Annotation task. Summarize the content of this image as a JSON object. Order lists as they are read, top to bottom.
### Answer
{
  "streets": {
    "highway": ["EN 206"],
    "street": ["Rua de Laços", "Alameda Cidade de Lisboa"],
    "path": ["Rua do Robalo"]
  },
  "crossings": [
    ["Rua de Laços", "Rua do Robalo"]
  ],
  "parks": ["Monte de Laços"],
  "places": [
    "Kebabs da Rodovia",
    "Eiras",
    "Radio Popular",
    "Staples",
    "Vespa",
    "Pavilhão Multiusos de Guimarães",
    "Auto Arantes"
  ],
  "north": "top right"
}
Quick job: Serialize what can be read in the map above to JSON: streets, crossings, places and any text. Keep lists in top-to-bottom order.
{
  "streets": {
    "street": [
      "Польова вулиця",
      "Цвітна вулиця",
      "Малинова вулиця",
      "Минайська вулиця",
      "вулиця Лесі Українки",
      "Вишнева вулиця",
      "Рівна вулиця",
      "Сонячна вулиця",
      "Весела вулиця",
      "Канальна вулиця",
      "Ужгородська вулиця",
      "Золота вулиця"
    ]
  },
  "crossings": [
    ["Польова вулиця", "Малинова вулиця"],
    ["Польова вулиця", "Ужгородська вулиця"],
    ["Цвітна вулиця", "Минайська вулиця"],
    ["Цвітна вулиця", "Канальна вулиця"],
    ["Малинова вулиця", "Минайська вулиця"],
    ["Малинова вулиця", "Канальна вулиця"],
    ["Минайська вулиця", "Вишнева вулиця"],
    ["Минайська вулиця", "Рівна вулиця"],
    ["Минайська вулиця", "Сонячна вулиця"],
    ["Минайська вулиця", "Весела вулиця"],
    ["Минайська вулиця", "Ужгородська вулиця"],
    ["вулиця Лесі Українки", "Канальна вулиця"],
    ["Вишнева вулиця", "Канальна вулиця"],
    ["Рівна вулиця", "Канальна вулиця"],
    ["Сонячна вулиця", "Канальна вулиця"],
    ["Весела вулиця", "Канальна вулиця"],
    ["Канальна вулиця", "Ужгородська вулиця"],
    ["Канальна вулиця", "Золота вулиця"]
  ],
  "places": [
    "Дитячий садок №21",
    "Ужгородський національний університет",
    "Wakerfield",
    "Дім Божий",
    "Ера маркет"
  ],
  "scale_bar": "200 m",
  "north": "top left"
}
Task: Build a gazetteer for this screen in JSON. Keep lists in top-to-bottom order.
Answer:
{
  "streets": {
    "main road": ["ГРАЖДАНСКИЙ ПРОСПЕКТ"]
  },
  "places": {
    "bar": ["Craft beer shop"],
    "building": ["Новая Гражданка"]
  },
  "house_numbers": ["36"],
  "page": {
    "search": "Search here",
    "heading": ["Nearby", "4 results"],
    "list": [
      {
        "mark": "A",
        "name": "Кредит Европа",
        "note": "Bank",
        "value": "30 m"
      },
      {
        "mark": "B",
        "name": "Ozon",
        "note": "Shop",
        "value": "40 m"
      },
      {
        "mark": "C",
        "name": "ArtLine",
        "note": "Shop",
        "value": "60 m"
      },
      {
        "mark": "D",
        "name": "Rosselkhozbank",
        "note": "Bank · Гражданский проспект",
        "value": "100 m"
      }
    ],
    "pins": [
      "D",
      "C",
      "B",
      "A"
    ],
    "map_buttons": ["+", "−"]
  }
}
•••
In the entries, find every line holding "bottom" and copy it.

▸ **Output for this exercise**:
Annotation task. Summarize the content of this image as a JSON object. Order lists as they are read, top to bottom.
Quick job: Serialize what can be read in the map above to JSON: streets, crossings, places and any text. Keep lists in top-to-bottom order.
Task: Build a gazetteer for this screen in JSON. Keep lists in top-to-bottom order.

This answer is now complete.